May 25, 2009 1:50 PM | Reply | Permalink
And if you give me: weed, whites, and wine
and you show me a sign
I'll be willin', to be movin'
"Willin' (Little Feat)
May 25, 2009 2:05 PM | Reply | Permalink
sort of like the fireman who starts fires so he can put them out?
May 25, 2009 2:51 PM | Reply | Permalink
Entrapment for political gain. Every bit as incompetently played out as the fake war that was ginned up from the beginning.
Enjoy.
May 25, 2009 3:58 PM | Reply | Permalink
Manufactured Crime, again.
The "informant" as the ring-leader, financier, and illegal drug supplier needs to face charges. Where did the money come from to support this?
It's one thing to go along with a plot and feed info to the FBI. It's another thing to instigate and drive the plot.
But it is interesting that the FBI let it go all the way to its fake conclusion. They must be desperate.
May 25, 2009 5:17 PM | Reply | Permalink
How does an FBI agent get the weed to give away? That would be FBI Illicit Substance Requisition Form 420.
May 26, 2009 11:10 AM | Reply | Permalink
This kind of thing went on all the time in under the Soviet system.
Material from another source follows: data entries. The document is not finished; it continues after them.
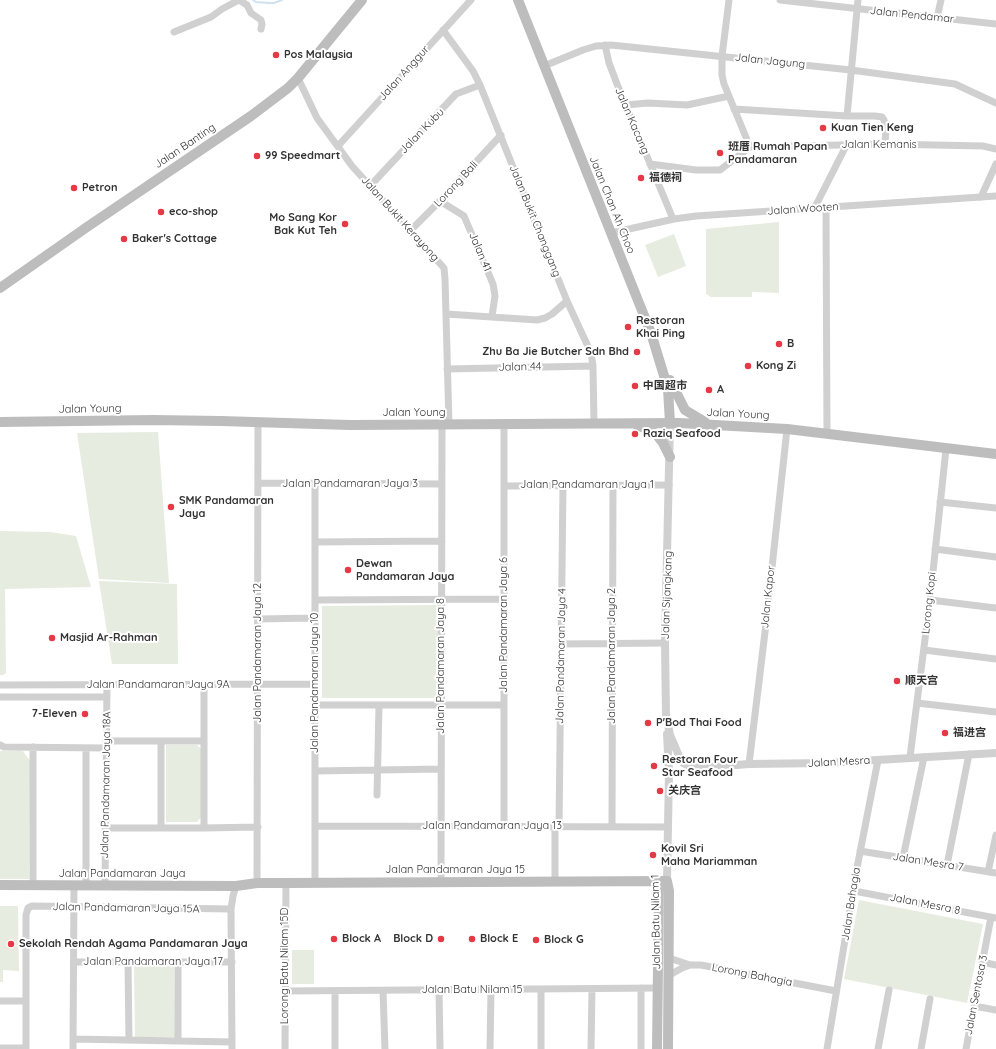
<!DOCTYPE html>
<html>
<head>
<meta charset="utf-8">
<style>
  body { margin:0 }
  canvas { display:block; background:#fff }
</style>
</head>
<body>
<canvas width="996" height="1049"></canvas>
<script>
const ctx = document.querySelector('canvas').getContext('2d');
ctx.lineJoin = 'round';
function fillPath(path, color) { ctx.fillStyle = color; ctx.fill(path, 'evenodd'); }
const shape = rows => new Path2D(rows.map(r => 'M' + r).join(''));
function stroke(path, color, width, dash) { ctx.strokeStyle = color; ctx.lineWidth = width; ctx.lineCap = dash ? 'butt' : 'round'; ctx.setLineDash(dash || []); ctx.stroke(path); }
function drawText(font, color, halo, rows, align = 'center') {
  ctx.font = font + ' Quicksand,"Noto Sans SC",sans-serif'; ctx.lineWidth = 4; ctx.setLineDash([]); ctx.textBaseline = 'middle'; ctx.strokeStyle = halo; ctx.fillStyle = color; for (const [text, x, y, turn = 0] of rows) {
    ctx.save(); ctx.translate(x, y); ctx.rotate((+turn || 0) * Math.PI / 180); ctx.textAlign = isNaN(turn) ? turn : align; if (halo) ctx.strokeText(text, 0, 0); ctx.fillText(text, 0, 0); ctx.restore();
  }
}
const green = shape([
  [779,222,779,293,752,292,752,297,711,297,706,294,706,229],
  [674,234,686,266,658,277,645,245],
  [158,432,169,583,99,579,77,433],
  [0,531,50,532,76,536,91,587,5,589,6,673,3,675,0,675],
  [99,581,177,584,178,664,112,664],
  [439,605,440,698,322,698,322,606],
  [166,745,197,745,201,749,201,817,197,822,166,822],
  [0,751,23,751,30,761,29,879,0,879],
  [859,900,983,924,967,1003,844,979],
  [0,906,18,906,19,971,3,970,3,982,0,982],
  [292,950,314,950,314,984,292,984],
  [134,966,174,966,175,1037,135,1037]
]);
const stream = shape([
  [253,0,256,2,269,3,274,3,282,0]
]);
const minor = shape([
  [729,0,722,56,722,75,724,84,750,147],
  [780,0,996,24],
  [937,18,941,0],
  [443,30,473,71,480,85,567,301,591,353,593,366,594,423],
  [174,32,211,17,222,9,239,0,247,5,251,13,261,20,262,24,261,29],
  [605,45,609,63,617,84,673,219],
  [544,66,583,50,596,46,611,45,851,70,955,84,996,103],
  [298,78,317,118,352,166,444,268,445,279,449,425],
  [626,105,648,103,687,105,729,96],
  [734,109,847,116,875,116,882,117,884,120,886,128,885,144],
  [847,116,858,0],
  [338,146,471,0],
  [650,164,696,170,720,170,750,147,885,144,983,146,996,149],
  [370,186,456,94,480,85],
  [981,197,996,164],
  [440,201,464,216,493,284,495,296,492,316],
  [826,208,827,434],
  [814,209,847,144],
  [410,231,440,201,501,135],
  [611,233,674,219,696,216,996,196],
  [446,314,537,320,545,318,552,314,567,301],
  [447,369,593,366],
  [504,424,504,826],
  [258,483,442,484],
  [505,486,669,485],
  [940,502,996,508],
  [315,542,442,541],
  [935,549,996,557],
  [315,600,505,599],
  [930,600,996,608],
  [258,619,315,618],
  [561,644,665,643],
  [924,650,996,659],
  [0,685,315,684],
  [0,697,107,697],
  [917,703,996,712],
  [315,705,504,705],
  [106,741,203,741],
  [0,745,4,747,106,748],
  [33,747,33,885],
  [910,757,930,600,946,449],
  [749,764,765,632,787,429],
  [315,771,441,769],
  [377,795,379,705],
  [315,826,668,827],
  [559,827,563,485],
  [612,827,613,485],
  [105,828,204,828,258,827],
  [161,828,161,741],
  [204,828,204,685],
  [860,851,996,873],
  [903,858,924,757],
  [947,865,969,754],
  [988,872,996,835],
  [441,882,442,425],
  [555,882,555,827],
  [257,883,258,423],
  [315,883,315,484],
  [86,885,86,748],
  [105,886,107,685],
  [854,891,996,918],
  [669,958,690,965,701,965,836,991],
  [74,962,232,962],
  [982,962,996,965],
  [128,963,129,1040],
  [668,976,682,968,690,965],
  [641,988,641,1049],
  [541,989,541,1049],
  [439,990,440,1049],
  [285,991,658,988],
  [335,991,335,1049],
  [383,991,385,1049],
  [0,1001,26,1001],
  [974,1006,996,1010],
  [73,1039,232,1042],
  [178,1041,178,963],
  [0,1048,26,1048],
  [26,1049,26,915,28,908,32,906,231,909],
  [73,1049,74,885],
  [232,1049,231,909,233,896,236,886],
  [285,1049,286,883],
  [490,1049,491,990],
  [591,1049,592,989],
  [827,1049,856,873,878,760],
  [878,1049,889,990],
  [921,1049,930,999],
  [966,1049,991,917]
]);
const tertiary = shape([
  [670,423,665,643,666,715,670,735,679,756,683,763,689,766,697,768,749,764,826,763,996,753],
  [667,734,669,772,667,881]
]);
const secondary = shape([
  [518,0,651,333,668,389,670,423],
  [0,288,87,227,251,116,288,88,298,78,362,0],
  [670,380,685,410,705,422],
  [0,422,153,420,221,421,350,425,679,423,787,429,996,454],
  [637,425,651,431,657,435,663,443,670,457],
  [0,885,236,886,257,883,286,883,667,881,669,891,668,1049],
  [657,1049,659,881]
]);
const markers = [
  [276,55,4,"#e63946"],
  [823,128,4,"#e63946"],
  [720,153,4,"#e63946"],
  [257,156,4,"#e63946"],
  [641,178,4,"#e63946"],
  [74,188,4,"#e63946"],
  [161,212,4,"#e63946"],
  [345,224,4,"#e63946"],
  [124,239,4,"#e63946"],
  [628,327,4,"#e63946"],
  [779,344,4,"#e63946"],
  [637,352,4,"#e63946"],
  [748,366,4,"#e63946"],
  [635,386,4,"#e63946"],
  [709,390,4,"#e63946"],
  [635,434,4,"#e63946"],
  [171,507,4,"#e63946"],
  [348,570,4,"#e63946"],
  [52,638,4,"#e63946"],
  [897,681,4,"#e63946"],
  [85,714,4,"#e63946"],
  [648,723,4,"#e63946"],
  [945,733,4,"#e63946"],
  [654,766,4,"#e63946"],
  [660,791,4,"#e63946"],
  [653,855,4,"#e63946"],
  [334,939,4,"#e63946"],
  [441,939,4,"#e63946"],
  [472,939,4,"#e63946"],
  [536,940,4,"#e63946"],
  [11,944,4,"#e63946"]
];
const streetNames = [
  ["Jalan Pendamar",912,15,6],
  ["Jalan Jagung",770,61,6],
  ["Jalan Anggur",404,73,-48],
  ["Jalan Kacang",632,121,67],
  ["Jalan Kubu",422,131,-46],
  ["Jalan Kemanis",879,145],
  ["Jalan Banting",185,146,-34],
  ["Lorong Bali",456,184,-47],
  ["Jalan Chan Ah Choo",612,205,68],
  ["Jalan Wooten",803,209,-4],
  ["Jalan Bukit Kerayong",400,219,48],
  ["Jalan Bukit Changgang",535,221,68],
  ["Jalan 41",480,252,67],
  ["Jalan 44",520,367,-1],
  ["Jalan Young",90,409,-1],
  ["Jalan Young",414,413],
  ["Jalan Young",738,414,3],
  ["Jalan Pandamaran Jaya 3",350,484],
  ["Jalan Pandamaran Jaya 1",587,485],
  ["Jalan Sijangkang",667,595,-88],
  ["Jalan Kapor",768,597,-84],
  ["Lorong Kopi",929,603,-84],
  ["Jalan Pandamaran Jaya 6",504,625,-90],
  ["Jalan Pandamaran Jaya 12",258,653,-90],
  ["Jalan Pandamaran Jaya 4",561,656,-89],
  ["Jalan Pandamaran Jaya 2",612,656,-90],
  ["Jalan Pandamaran Jaya 8",441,666,-90],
  ["Jalan Pandamaran Jaya 10",315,683,-90],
  ["Jalan Pandamaran Jaya 9A",158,685],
  ["Jalan Mesra",839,762,-3],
  ["Jalan Pandamaran Jaya 18A",106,785,-89],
  ["Jalan Pandamaran Jaya 13",492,826],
  ["Jalan Mesra 7",928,862,9],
  ["Jalan Pandamaran Jaya 15",455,870],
  ["Jalan Pandamaran Jaya",122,874],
  ["Jalan Bahagia",851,904,-81],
  ["Jalan Mesra 8",925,904,11],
  ["Jalan Pandamaran Jaya 15A",126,908,1],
  ["Jalan Batu Nilam 1",656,922,-91],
  ["Jalan Pandamaran Jaya 17",153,962],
  ["Lorong Batu Nilam 15D",285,966,-90],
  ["Lorong Bahagia",752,975,11],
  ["Jalan Batu Nilam 15",472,990],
  ["Jalan Sentosa 3",976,995,-79]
];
const poiNames = [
  ["Pos Malaysia",284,55],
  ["Kuan Tien Keng",831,128],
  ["班厝 Rumah Papan",728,147],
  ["Pandamaran",728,160],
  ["99 Speedmart",265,156],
  ["福德祠",649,178],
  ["Petron",82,188],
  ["eco-shop",169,212],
  ["Mo Sang Kor",337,218,"right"],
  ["Bak Kut Teh",337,231,"right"],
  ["Baker's Cottage",132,239],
  ["Restoran",636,321],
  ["Khai Ping",636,334],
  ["B",787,344],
  ["Zhu Ba Jie Butcher Sdn Bhd",629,352,"right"],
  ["Kong Zi",756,366],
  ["中国超市",643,386],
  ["A",717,390],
  ["Raziq Seafood",643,434],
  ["SMK Pandamaran",179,501],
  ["Jaya",179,514],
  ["Dewan",356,564],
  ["Pandamaran Jaya",356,577],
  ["Masjid Ar-Rahman",60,638],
  ["顺天宫",905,681],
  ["7-Eleven",77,714,"right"],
  ["P'Bod Thai Food",656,723],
  ["福进宫",953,733],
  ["Restoran Four",662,760],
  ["Star Seafood",662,773],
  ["关庆宫",668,791],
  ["Kovil Sri",661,849],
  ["Maha Mariamman",661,862],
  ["Block A",342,939],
  ["Block D",433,939,"right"],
  ["Block E",480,939],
  ["Block G",544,940],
  ["Sekolah Rendah Agama Pandamaran Jaya",19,944]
];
fillPath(green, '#e6ecdf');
stroke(stream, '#cfe2ee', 2);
stroke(minor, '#d0d0d0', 7);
stroke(tertiary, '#d0d0d0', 8);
stroke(secondary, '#bdbdbd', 10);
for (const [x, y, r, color] of markers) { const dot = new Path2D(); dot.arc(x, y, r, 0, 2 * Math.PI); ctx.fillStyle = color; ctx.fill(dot); stroke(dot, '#fff', 1.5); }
drawText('11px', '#333', '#fff', streetNames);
drawText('bold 11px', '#333', '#fff', poiNames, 'left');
</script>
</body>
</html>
Show trials, with the defendants supplied by state-paid informants. Look into the Stasi files - the same deal applies.
In other words, the FBI (Federal Bureau of Informants, or is it Incompetence, or is it Intimidation?) is primarily driven by political agendas, with the main issue appearing to be the public image of the FBI, which plays a role in determining the prestige and funding levels of the FBI.
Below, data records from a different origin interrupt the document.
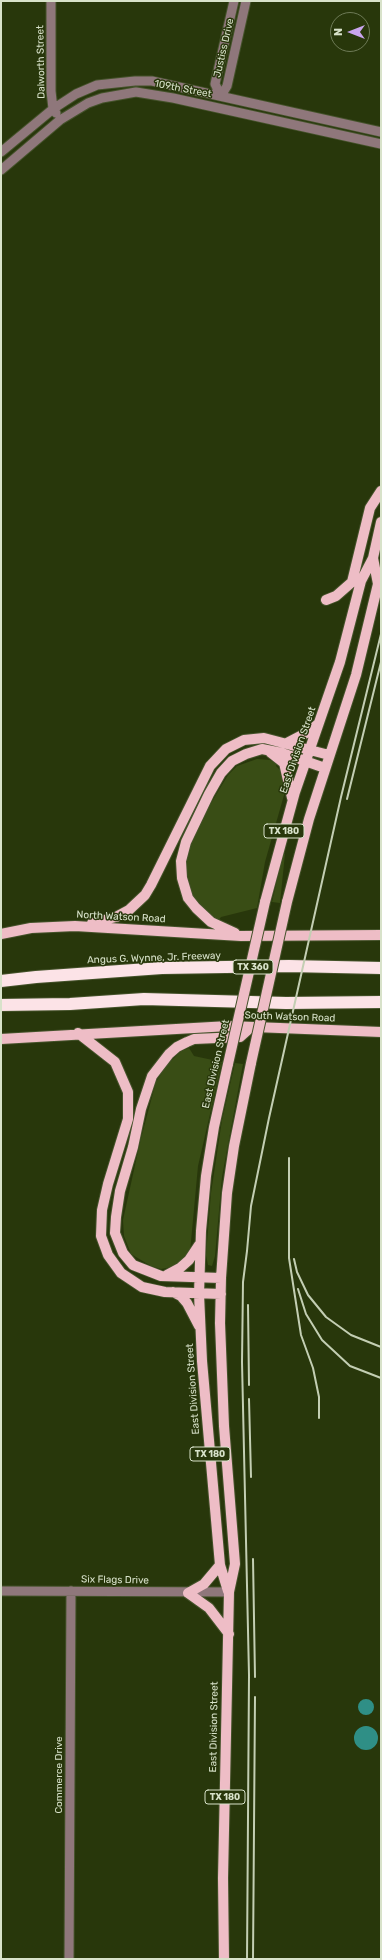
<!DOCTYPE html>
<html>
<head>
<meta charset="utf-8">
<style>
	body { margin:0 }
	#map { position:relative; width:382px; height:1960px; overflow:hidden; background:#28370b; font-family:Rubik,sans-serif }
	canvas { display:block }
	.frame { position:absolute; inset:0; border:2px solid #d8e2ca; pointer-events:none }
	.north { position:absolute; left:330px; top:12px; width:40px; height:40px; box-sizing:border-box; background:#28370b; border:1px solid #6e7b57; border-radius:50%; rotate:270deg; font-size:11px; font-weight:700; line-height:16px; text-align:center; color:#d8e2ca }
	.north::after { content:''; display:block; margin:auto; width:14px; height:18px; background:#c9a5ee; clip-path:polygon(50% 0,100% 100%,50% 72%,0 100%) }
</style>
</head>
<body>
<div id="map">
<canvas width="382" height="1960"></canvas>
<div class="frame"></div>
<div class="north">N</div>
</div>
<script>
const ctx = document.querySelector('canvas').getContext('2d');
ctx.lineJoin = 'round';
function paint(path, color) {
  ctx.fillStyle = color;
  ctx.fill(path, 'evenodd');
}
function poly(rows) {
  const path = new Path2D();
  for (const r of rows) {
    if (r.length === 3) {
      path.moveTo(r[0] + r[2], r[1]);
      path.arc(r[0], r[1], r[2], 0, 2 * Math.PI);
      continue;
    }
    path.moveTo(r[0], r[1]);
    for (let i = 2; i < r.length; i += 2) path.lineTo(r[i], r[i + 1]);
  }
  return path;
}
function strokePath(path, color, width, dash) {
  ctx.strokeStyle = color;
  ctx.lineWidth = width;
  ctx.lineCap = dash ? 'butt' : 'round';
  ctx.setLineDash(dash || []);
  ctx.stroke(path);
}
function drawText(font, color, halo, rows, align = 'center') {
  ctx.font = font + ' Rubik,sans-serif';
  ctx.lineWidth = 3;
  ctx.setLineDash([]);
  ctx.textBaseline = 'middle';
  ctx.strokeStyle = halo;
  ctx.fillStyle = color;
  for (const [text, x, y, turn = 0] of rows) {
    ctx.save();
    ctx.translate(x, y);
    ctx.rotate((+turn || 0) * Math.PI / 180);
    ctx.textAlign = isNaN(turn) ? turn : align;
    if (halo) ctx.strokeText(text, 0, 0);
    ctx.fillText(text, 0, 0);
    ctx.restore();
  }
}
paint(poly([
	[257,759,270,760,277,764,276,766,280,770,280,774,286,780,284,787,286,788,265,862,257,908,221,917,218,921,209,915,193,897,185,875,185,864,190,842,205,813,228,775,237,766],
	[283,854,285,854,280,903,272,902],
	[189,1048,194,1056,222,1062,198,1166,190,1252,188,1252,186,1257,184,1257,177,1264,178,1266,161,1269,151,1266,131,1254,124,1236,123,1220,141,1138,156,1082,166,1066,181,1051],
	[235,1063,243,1064,222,1177,215,1256,212,1266,208,1265,206,1255,211,1193,222,1120]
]), '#394d15');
paint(poly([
	[366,1707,8],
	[366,1738,12]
]), '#2f8f86');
const minor = poly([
	[51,1,51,91,53,109,56,113],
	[221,96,215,84,234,1],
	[221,96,227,86,246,1],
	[1,152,53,109,76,94,97,85,135,81,152,81,381,132],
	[1,170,60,120,88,103,102,98,136,92,173,98,381,144],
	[1,1591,229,1592],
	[69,1959,71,1591]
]);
const major = poly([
	[326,600,336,596,352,582,370,508,381,491],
	[287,743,310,731,319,723],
	[270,752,284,763,292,798],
	[265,902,295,792,340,662,361,581,373,558,381,522],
	[287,902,309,819,356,675,378,584,373,558],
	[92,923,116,917,129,910,145,895,151,885,210,766,226,749,244,740,264,738,329,755],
	[235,933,211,922,196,908,188,898,182,878,181,861,186,842,209,794,221,773,232,761,246,754,262,749,282,753,325,768],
	[1,934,31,928,75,926,241,936,381,935],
	[78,1033,115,1062,128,1092,128,1119,108,1184,102,1210,101,1236,108,1255,121,1273,142,1287,165,1292,221,1294],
	[1,1039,229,1026,381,1032],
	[228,1064,214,1127,206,1176,201,1231,199,1294,202,1361,220,1565,228,1591],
	[167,1275,180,1268,189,1260,199,1245],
	[221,1278,161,1276,133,1265,123,1253,115,1233,116,1217,120,1191,133,1147,141,1109,152,1076,169,1054,177,1047,187,1042,194,1039,240,1037,250,1028],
	[173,1292,181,1296,187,1303,199,1326],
	[220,1565,204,1584,188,1593,209,1608,229,1634],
	[224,1959,223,1878,229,1592,235,1564,224,1426,220,1323,221,1278,227,1193,234,1146,251,1063]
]);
const highway = poly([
	[1,981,36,977,162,968,289,966,381,968],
	[1,1005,70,1004,144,999,286,1003,381,1002]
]);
strokePath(minor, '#44522a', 11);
strokePath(major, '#44522a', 12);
strokePath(highway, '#44522a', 14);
strokePath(minor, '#8f777b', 9);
strokePath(major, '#eebdc6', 10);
strokePath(highway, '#fce3e7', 12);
strokePath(poly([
	[347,799,381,662],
	[289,1158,289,1258,301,1335,313,1368,319,1397,319,1418],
	[294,1259,297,1272,308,1295,326,1317,351,1335,381,1347],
	[298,1289,306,1314,322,1340,350,1366,381,1378],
	[248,1305,249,1385],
	[249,1399,251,1477],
	[253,1559,255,1677],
	[247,1959,249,1675,242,1362,243,1282,247,1251,251,1206,269,1118,341,797,381,634],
	[253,1959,255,1697]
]), '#c3ceb3', 2);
const majorBridge = poly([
	[251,1063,287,902],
	[228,1064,265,902]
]);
strokePath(majorBridge, '#44522a', 12, []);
strokePath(majorBridge, '#eebdc6', 10);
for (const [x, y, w] of [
	[284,831,40],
	[253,967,40],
	[210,1454,40],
	[225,1797,40]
]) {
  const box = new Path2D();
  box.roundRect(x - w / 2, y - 7, w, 14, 3);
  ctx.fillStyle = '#28370b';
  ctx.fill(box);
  strokePath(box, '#d8e2ca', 1);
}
drawText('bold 9px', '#d8e2ca', null, [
	["TX 180",284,831],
	["TX 360",253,967],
	["TX 180",210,1454],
	["TX 180",225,1797]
]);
drawText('10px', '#d8e2ca', '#28370b', [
	["Justiss Drive",224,48,-77],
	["Dalworth Street",41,62,-91],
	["109th Street",183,89,11],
	["East Division Street",298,750,-71],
	["North Watson Road",121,917,3],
	["Angus G. Wynne, Jr. Freeway",154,958,-2],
	["South Watson Road",290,1017,2],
	["East Division Street",216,1064,-77],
	["East Division Street",193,1389,-94],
	["Six Flags Drive",115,1580,1],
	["East Division Street",214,1727,-89],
	["Commerce Drive",59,1775,-90]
]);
</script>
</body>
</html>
As a politically motivated force, they know how to curry favor - and that means covering up some crimes (i.e. the anthrax attacks), hiding their incompetence (i.e. the pre-9/11 'communication problems'), and using informants to entrap people for the purpose of conducting show trials to legitimatize their budget and behavior.
Recall the 'eco-terrorists', for example? Same deal. That one was just an effort to paint anyone who disagreed with the right of international corporations to pollute one's backyard as a wild-eyed maniac.
That's who the FBI works for - Wall Street, big corporations, and the entrenched politicians who control their budget. The FBI head honchos wouldn't even OK a FISA warrant for a search of Z.M.'s laptop in summer 2001, recall? Plus, there is no way Bruce Ivins carried out the anthrax attacks.
The FBI has about as much credibility as the East German Stasi, in other words. They need to fire Robert Muller and get some new faces in there who aren't tainted by the decisions of the past decade.
May 28, 2009 1:12 PM | Reply | Permalink
It is much better to have a plant Automobile set out to attract Car Thieves than to have either your car or my car stolen.
Attracting is not forcing. I you're weak you're
weak.
Don't do the crime if you can't do the time.